Travellers from emerging economies such as Russia and India are even more frustrated by researching travel online than those in more developed countries.
Research, sponsored by Amadeus, shows a massive 78% of Russians are frustrated by the online experience versus 47% of US travellers.
The first slide shows some of the frustrations, by country, in researching destinations online and the study also looks at pain points when booking travel products online with pricing fluctuations a key concern for most countries with the exception of Germany.
Mobile usage for travel activities is another trend addressed in the report with almost a third of European travellers not interested in using their mobile phone.
This compares with mobile device usage for travel in emerging markets where it seems the opposite is true - e.g. India, where 24% of travellers research destinations on their phone.
A research is supported by a study of British gap year travellers earlier this month which revealed how the majority would leave their mobile phone at home.
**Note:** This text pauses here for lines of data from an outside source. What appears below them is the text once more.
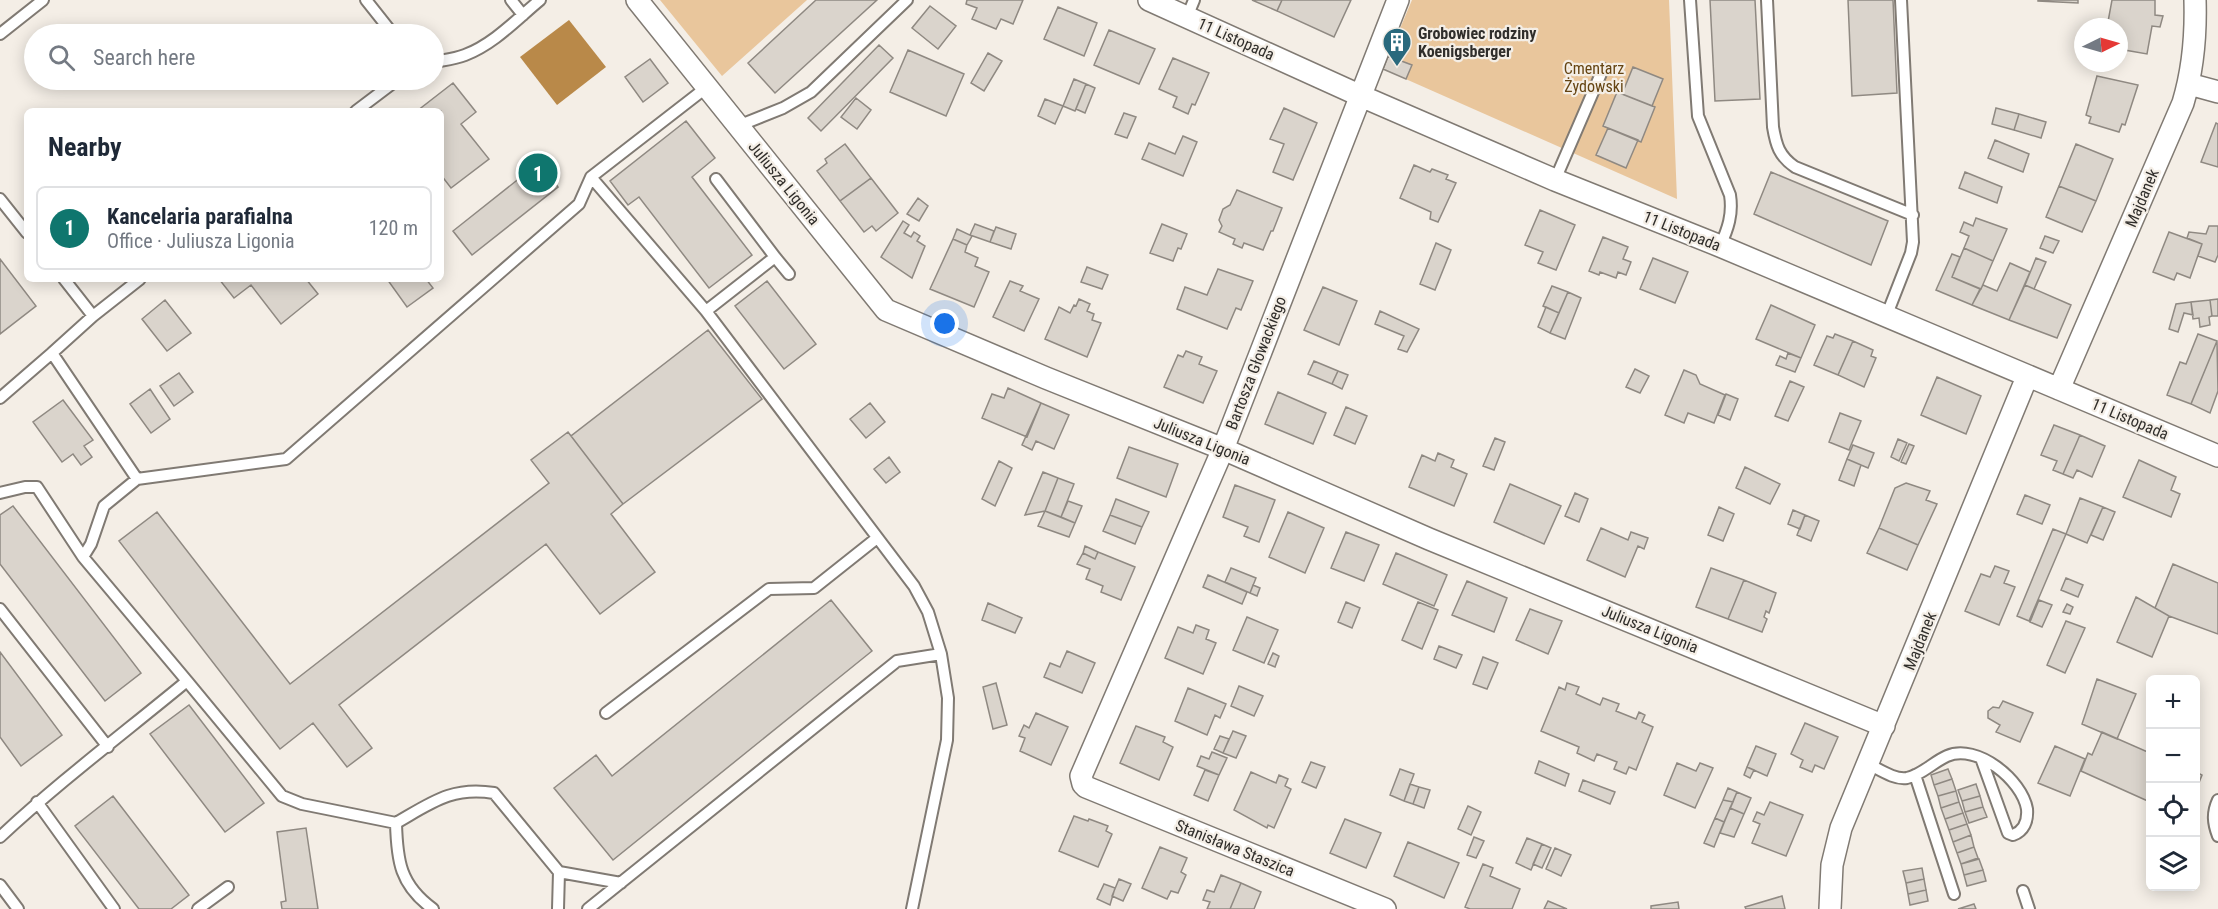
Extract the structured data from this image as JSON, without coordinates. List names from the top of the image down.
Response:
{
  "streets": {
    "street": [
      "11 Listopada",
      "Juliusza Ligonia",
      "Majdanek",
      "Bartosza Głowackiego",
      "Stanisława Staszica"
    ]
  },
  "crossings": [
    ["11 Listopada", "Majdanek"],
    ["11 Listopada", "Bartosza Głowackiego"],
    ["Juliusza Ligonia", "Majdanek"],
    ["Juliusza Ligonia", "Bartosza Głowackiego"],
    ["Bartosza Głowackiego", "Stanisława Staszica"]
  ],
  "parks": ["Cmentarz Żydowski"],
  "places": {
    "building": ["Grobowiec rodziny Koenigsberger"]
  },
  "north": "right",
  "page": {
    "search": "Search here",
    "heading": "Nearby",
    "pins": "1",
    "list": [
      {
        "mark": "1",
        "name": "Kancelaria parafialna",
        "note": "Office · Juliusza Ligonia",
        "value": "120 m"
      }
    ],
    "map_buttons": ["+", "−"]
  }
}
Consumers also continue to use online travel agencies as shopping engines but go direct to supplier websites to book according to the research although it seems that trend is reversing in the accommodation sector especially in the UK and India where OTAs are being used over supplier sites.
Further findings in the Empowering Inspiration: the Future of Travel Search include:
- 50% of travellers in developed countries have a particular place in mind when they begin research trip planning versus a third in emerging economies
- 40% of all respondents say they are flexible about trip dates
- 7 in 10 travellers are frustrated with booking online
- in most markets airline websites attract more bookers than OTAs with the exception of the US which is marginally weighted towards OTAs and India, where 51% book on an OTA versus 17% on an airline website.
Survey participants were also asked about future technologies to predict potential trends such as must more tailored private sales based on consumer behavioral targeting, increasingly intelligent search results and devices becoming digital personal assistants.
The research, conducted by PhoCusWright, surveyed 4,638 travellers from US, UK, Germany, India, Russia and Brazil as well as drawing information from 18 executive interviews.